(PROBLEM DETAILS): Please copy every line of the records below that holds the word "primary".

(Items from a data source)
= = = = = = =

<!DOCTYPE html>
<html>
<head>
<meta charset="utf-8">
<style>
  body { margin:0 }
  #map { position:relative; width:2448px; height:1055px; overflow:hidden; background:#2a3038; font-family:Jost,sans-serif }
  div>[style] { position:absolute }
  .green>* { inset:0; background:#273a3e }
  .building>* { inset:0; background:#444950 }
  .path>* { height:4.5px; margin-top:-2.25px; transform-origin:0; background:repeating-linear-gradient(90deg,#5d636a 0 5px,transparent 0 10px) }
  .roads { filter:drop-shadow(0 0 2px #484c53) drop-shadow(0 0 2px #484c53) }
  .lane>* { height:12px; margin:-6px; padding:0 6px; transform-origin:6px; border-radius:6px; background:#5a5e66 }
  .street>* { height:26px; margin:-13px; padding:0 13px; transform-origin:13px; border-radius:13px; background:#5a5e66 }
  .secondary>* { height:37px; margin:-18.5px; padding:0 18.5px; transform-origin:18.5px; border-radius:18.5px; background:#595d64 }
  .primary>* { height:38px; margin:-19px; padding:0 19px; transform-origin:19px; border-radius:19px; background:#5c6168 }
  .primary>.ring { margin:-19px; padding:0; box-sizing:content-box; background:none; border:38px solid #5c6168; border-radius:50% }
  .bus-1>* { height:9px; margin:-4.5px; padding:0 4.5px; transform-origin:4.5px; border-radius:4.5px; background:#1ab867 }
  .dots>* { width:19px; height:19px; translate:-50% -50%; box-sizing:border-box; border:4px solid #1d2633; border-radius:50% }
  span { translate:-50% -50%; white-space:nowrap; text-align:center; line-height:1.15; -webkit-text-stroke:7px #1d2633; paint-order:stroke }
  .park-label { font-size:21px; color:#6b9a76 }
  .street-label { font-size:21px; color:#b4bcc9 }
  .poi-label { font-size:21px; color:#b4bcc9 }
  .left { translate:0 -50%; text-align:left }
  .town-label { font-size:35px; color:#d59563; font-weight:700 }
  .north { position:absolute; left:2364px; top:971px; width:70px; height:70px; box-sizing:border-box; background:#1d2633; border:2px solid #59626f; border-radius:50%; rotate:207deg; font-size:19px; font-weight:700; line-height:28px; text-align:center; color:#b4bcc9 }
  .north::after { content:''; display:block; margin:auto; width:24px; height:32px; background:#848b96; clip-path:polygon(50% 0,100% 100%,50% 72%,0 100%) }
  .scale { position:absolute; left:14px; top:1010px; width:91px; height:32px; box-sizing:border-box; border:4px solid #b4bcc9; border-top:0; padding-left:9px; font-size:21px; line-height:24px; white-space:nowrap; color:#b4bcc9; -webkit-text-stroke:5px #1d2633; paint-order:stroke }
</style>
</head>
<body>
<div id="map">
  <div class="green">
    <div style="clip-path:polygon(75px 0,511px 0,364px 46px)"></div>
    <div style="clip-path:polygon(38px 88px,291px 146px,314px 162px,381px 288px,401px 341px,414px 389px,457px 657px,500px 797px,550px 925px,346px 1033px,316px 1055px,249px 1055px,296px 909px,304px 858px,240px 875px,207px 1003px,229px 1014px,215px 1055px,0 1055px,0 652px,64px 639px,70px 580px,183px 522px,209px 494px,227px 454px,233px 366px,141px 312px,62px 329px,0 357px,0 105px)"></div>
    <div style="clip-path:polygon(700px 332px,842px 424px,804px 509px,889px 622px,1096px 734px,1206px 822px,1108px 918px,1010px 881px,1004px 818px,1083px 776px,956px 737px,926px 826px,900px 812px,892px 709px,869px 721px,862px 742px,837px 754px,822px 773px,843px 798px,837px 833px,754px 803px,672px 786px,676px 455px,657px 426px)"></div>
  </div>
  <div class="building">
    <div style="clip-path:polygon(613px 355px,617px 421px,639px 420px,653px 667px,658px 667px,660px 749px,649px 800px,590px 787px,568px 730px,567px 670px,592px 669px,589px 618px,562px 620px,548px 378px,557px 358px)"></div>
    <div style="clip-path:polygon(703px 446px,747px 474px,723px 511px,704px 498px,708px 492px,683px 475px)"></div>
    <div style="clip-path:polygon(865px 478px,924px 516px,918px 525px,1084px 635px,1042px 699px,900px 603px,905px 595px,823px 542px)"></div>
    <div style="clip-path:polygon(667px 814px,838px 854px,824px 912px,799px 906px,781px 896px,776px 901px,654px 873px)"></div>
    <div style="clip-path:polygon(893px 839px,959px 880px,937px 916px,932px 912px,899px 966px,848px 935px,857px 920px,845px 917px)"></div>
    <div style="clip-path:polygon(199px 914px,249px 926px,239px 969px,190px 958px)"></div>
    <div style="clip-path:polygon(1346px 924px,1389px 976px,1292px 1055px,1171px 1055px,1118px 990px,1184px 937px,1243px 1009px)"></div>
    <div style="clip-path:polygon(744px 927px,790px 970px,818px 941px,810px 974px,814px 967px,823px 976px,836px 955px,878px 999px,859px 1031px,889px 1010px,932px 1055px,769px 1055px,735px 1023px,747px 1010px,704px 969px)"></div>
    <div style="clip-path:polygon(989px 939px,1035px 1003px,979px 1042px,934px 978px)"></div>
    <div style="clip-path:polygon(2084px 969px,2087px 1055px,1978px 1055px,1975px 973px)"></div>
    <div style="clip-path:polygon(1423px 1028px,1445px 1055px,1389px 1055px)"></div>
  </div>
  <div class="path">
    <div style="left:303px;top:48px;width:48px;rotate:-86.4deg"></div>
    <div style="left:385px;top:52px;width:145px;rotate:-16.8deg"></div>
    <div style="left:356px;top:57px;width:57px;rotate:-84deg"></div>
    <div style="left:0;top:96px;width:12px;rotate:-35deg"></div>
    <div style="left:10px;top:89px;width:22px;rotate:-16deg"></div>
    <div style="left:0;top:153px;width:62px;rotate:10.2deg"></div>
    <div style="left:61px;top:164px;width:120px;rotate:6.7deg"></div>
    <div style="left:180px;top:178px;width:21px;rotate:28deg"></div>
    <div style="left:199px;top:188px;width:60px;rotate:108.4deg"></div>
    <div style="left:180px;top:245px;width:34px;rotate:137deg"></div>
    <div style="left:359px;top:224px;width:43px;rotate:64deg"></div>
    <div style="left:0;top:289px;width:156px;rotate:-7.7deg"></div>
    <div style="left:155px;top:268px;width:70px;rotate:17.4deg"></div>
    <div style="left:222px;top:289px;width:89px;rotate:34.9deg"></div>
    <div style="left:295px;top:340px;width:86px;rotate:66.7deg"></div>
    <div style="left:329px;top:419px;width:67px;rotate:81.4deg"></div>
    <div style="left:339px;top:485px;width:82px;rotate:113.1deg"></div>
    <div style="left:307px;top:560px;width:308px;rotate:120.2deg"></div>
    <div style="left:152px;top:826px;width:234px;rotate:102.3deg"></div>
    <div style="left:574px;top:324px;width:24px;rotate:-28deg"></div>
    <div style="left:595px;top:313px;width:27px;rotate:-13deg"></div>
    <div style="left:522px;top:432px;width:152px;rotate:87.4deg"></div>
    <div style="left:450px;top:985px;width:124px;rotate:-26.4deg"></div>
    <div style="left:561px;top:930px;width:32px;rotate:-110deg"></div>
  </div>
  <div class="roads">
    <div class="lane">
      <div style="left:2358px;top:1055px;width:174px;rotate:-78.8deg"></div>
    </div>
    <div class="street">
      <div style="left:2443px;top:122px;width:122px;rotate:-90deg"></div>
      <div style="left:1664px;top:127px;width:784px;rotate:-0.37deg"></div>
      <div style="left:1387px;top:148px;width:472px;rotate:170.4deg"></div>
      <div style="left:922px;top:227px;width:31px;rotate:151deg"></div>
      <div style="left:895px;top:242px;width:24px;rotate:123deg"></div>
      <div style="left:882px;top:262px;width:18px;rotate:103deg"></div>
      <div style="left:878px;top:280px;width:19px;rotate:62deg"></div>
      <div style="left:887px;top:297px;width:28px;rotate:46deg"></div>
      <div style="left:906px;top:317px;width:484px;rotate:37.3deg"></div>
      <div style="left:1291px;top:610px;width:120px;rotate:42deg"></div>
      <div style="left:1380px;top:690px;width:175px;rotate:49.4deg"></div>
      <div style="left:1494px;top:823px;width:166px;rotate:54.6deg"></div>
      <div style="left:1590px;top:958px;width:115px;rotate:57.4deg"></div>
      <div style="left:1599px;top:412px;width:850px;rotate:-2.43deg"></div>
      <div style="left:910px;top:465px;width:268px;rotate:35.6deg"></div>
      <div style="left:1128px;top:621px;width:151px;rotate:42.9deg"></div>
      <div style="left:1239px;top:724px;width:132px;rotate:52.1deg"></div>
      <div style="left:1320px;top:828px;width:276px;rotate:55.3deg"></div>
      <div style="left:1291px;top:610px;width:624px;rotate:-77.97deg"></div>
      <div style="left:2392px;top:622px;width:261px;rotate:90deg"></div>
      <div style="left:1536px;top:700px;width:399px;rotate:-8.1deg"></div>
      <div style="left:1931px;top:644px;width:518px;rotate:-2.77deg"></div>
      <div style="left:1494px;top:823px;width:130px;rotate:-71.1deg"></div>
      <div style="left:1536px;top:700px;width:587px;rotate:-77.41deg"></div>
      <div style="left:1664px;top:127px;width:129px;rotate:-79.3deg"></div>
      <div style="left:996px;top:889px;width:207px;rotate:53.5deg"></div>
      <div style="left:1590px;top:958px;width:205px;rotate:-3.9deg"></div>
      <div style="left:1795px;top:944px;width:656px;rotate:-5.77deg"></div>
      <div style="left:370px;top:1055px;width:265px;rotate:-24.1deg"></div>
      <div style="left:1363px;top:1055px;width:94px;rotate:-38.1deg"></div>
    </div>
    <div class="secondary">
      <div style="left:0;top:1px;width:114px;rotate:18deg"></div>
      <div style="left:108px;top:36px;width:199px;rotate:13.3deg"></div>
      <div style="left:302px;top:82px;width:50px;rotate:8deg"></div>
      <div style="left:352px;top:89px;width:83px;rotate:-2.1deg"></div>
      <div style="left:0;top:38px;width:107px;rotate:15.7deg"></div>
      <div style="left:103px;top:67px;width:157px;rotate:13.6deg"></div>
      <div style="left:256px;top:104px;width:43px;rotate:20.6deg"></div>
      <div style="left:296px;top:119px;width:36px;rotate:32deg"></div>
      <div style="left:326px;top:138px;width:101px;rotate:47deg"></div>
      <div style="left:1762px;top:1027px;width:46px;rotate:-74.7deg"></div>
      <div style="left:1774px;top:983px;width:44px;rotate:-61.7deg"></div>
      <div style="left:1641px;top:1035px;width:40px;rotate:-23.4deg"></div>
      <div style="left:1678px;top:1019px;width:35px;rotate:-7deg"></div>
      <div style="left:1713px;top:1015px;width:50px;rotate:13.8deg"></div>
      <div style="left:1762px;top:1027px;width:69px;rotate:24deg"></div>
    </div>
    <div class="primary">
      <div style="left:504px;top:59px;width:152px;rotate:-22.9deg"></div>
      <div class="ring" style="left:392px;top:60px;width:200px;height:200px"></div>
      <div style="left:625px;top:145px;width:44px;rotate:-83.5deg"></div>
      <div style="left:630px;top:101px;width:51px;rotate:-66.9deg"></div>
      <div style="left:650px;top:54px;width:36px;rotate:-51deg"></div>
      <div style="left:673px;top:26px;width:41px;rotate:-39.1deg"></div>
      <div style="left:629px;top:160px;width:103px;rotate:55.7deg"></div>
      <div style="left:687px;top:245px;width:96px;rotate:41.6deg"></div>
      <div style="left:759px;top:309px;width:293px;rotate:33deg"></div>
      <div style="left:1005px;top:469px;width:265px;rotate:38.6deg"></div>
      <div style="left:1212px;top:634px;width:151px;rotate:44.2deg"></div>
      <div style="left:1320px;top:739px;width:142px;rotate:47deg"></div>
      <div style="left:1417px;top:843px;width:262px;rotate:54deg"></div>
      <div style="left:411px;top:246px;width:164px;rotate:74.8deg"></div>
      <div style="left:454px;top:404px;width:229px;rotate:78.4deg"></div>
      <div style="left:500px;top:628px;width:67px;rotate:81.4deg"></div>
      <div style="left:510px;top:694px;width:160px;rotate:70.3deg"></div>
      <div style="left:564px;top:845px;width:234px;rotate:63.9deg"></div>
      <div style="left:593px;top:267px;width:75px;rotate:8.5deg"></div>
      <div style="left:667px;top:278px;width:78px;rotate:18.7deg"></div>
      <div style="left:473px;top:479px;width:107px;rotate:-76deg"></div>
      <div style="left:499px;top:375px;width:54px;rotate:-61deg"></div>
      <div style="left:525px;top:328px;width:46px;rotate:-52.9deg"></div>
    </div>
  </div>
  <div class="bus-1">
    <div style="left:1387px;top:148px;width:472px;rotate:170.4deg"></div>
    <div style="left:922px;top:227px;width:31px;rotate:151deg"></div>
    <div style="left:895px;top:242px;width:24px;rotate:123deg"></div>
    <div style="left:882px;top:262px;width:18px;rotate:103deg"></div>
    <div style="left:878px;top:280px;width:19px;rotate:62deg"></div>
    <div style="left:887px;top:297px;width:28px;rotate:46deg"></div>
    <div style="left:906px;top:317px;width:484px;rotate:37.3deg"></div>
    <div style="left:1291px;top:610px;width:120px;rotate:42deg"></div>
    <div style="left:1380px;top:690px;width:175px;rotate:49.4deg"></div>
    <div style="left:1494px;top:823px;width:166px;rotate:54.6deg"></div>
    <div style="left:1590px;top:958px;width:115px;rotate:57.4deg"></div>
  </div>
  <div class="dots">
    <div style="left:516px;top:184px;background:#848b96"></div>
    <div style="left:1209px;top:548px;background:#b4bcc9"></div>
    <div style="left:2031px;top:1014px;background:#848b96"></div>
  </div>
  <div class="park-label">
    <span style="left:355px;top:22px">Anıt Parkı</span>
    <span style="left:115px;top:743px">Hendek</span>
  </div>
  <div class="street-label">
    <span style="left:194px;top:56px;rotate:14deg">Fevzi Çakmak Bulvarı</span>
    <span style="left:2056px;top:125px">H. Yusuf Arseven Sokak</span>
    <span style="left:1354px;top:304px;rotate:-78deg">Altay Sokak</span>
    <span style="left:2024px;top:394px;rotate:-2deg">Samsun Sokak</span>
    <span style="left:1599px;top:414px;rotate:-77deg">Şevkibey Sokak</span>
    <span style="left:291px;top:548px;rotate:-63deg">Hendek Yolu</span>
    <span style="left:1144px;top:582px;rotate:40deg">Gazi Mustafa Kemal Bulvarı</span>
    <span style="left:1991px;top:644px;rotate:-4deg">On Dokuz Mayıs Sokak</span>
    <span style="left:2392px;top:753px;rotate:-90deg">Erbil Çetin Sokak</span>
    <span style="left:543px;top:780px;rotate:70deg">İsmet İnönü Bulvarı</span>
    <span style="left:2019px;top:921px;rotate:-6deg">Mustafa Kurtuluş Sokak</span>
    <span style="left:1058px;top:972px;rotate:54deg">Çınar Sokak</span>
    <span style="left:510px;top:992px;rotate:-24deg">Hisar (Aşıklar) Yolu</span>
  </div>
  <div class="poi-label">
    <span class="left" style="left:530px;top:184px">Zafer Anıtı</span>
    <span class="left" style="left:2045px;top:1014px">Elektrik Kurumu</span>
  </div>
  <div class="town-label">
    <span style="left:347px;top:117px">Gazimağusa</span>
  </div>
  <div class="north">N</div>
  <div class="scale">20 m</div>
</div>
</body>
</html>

= = = = = = =

(EXERCISE OUTPUT):
  .primary>* { height:38px; margin:-19px; padding:0 19px; transform-origin:19px; border-radius:19px; background:#5c6168 }
  .primary>.ring { margin:-19px; padding:0; box-sizing:content-box; background:none; border:38px solid #5c6168; border-radius:50% }
    <div class="primary">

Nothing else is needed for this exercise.